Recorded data
******************************

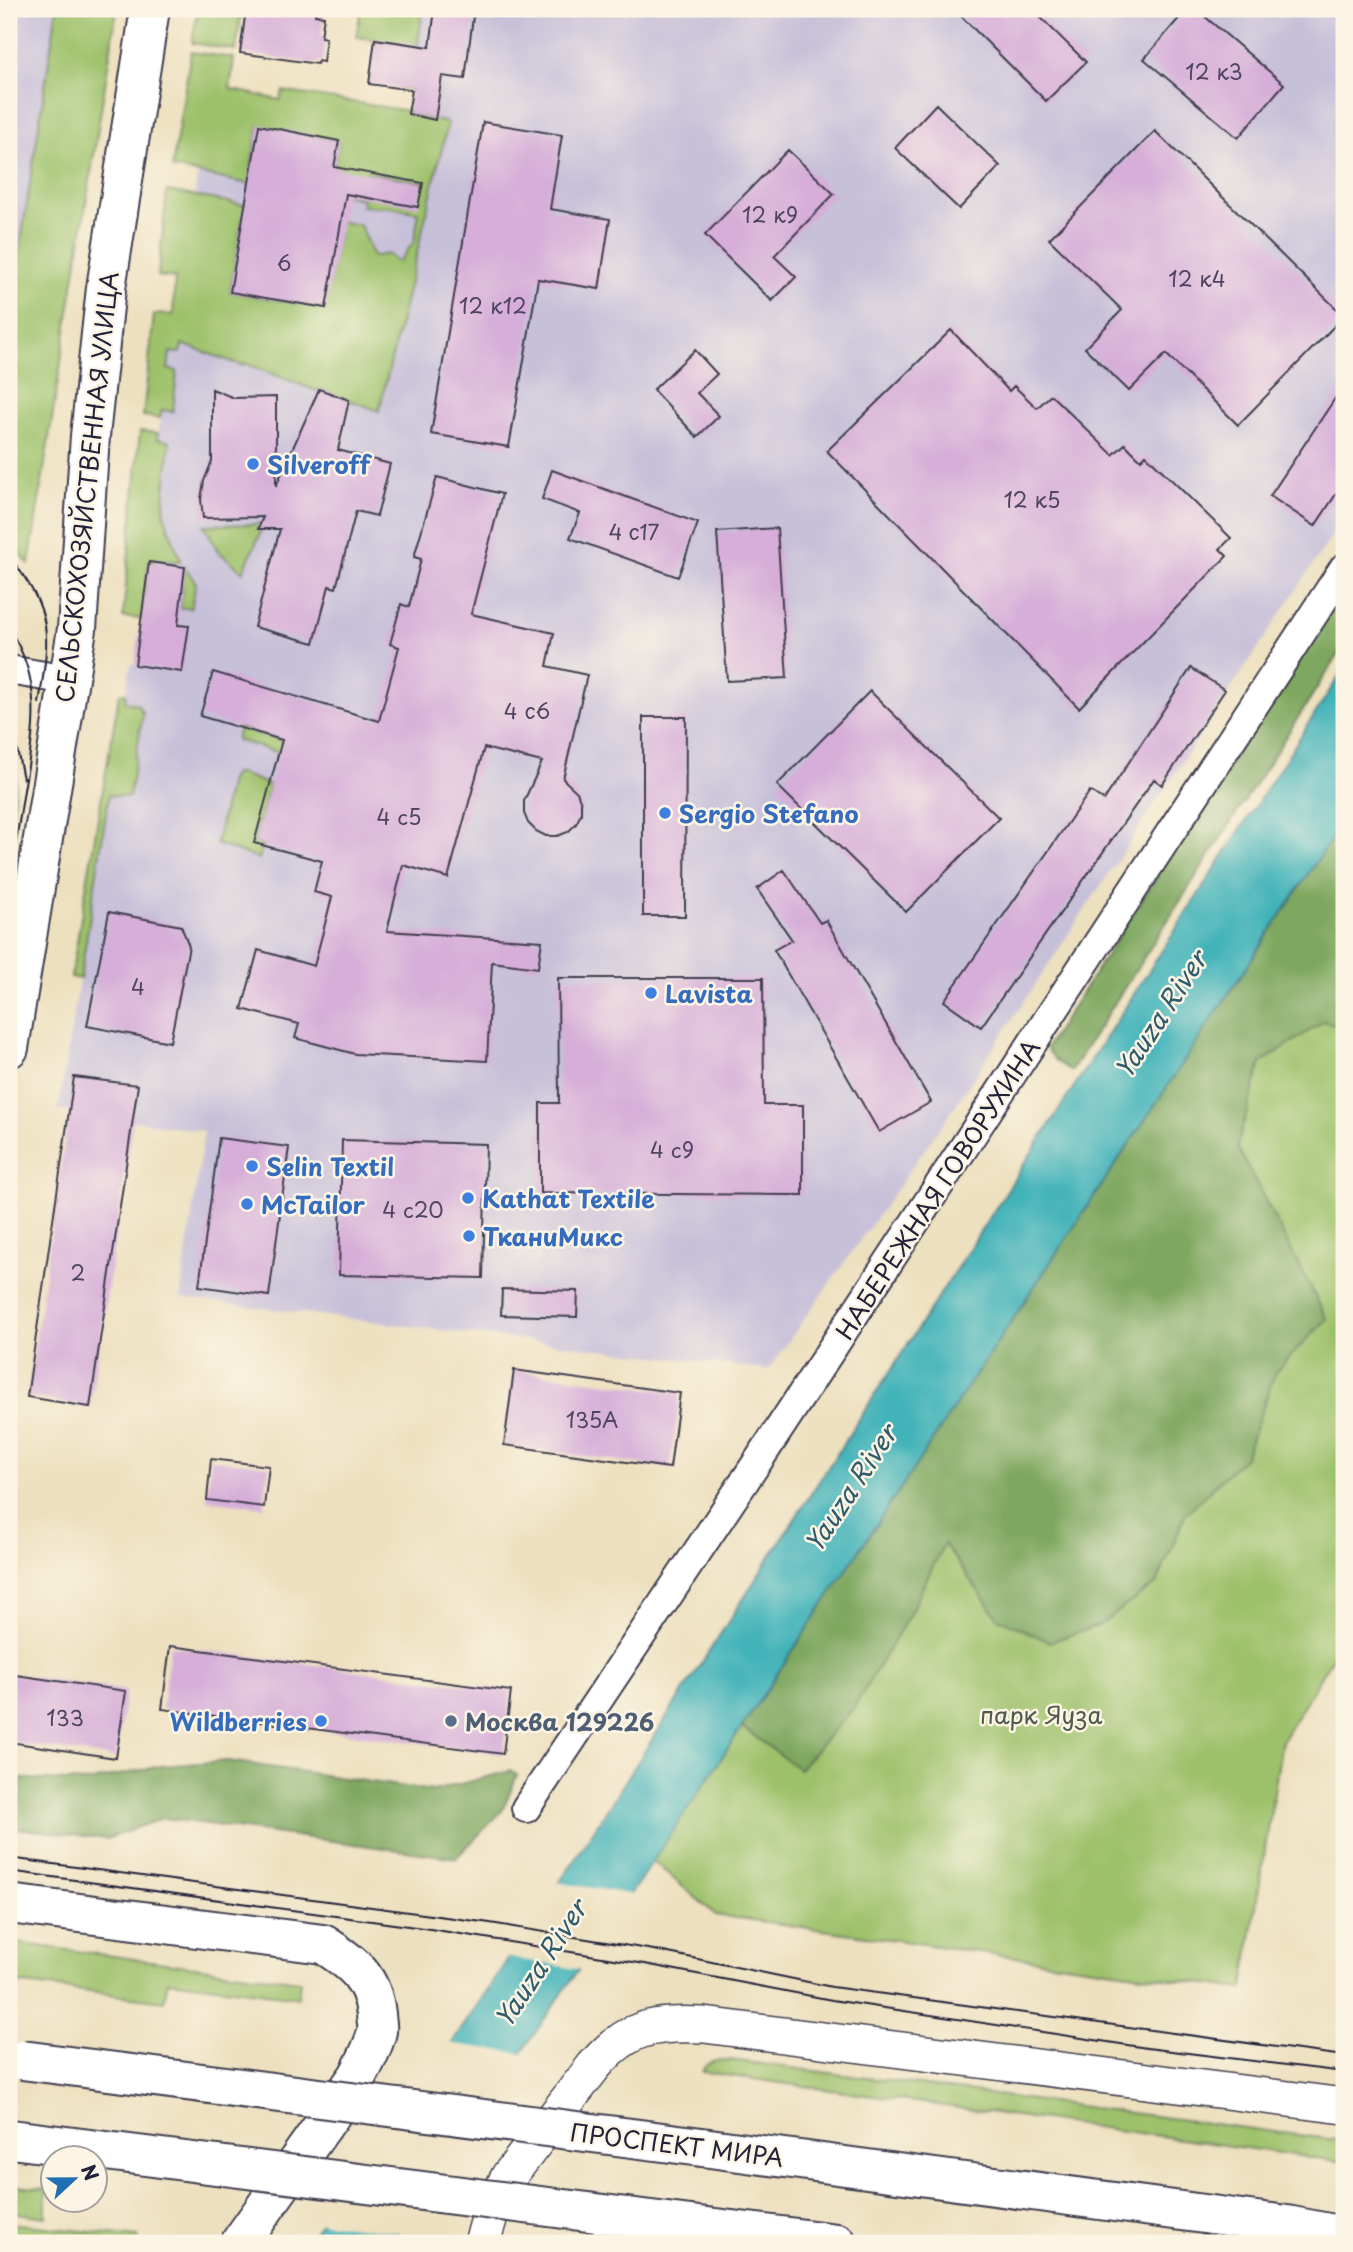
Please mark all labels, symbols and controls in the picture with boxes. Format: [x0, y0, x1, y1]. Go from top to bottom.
house number: 12 к3 [1185, 55, 1243, 87]
house number: 12 к9 [742, 198, 798, 230]
house number: 6 [277, 246, 291, 278]
house number: 12 к4 [1168, 262, 1226, 294]
street label: СЕЛЬСКОХОЗЯЙСТВЕННАЯ УЛИЦА [45, 270, 127, 704]
house number: 12 к12 [459, 289, 527, 321]
place label: Silveroff [267, 446, 373, 482]
marker: Silveroff [245, 456, 261, 472]
house number: 12 к5 [1003, 483, 1061, 515]
house number: 4 c17 [609, 515, 660, 547]
house number: 4 c6 [504, 694, 550, 726]
place label: Sergio Stefano [679, 795, 859, 831]
house number: 4 с5 [376, 800, 422, 832]
marker: Sergio Stefano [657, 805, 673, 821]
water label: Yauza River [1104, 940, 1218, 1085]
house number: 4 [131, 970, 145, 1002]
place label: Lavista [665, 975, 754, 1011]
marker: Lavista [643, 985, 659, 1001]
street label: НАБЕРЕЖНАЯ ГОВОРУХИНА [826, 1032, 1048, 1346]
house number: 4 с9 [650, 1133, 694, 1165]
place label: Selin Textil [266, 1148, 394, 1184]
marker: Selin Textil [244, 1158, 260, 1174]
place label: Kathat Textile [482, 1180, 655, 1216]
place label: McTailor [261, 1186, 366, 1222]
marker: Kathat Textile [460, 1190, 476, 1206]
house number: 4 с20 [382, 1193, 444, 1225]
marker: McTailor [239, 1196, 255, 1212]
place label: ТканиМикс [483, 1218, 623, 1254]
marker: ТканиМикс [461, 1228, 477, 1244]
house number: 2 [71, 1256, 85, 1288]
house number: 135А [566, 1403, 618, 1435]
water label: Yauza River [794, 1414, 908, 1559]
park label: парк Яуза [980, 1696, 1102, 1732]
house number: 133 [46, 1701, 84, 1733]
place label: Wildberries [170, 1703, 307, 1739]
place label: Москва 129226 [465, 1703, 654, 1739]
marker: Wildberries [313, 1713, 329, 1729]
marker: Москва 129226 [443, 1713, 459, 1729]
water label: Yauza River [484, 1889, 598, 2034]
street label: ПРОСПЕКТ МИРА [568, 2113, 786, 2175]
north arrow [38, 2144, 108, 2214]
text: N [75, 2160, 106, 2184]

******************************

(Instructions to follow) For each line above that contains the word "Yauza", make a copy.

(Output)
water label: Yauza River [1104, 940, 1218, 1085]
water label: Yauza River [794, 1414, 908, 1559]
water label: Yauza River [484, 1889, 598, 2034]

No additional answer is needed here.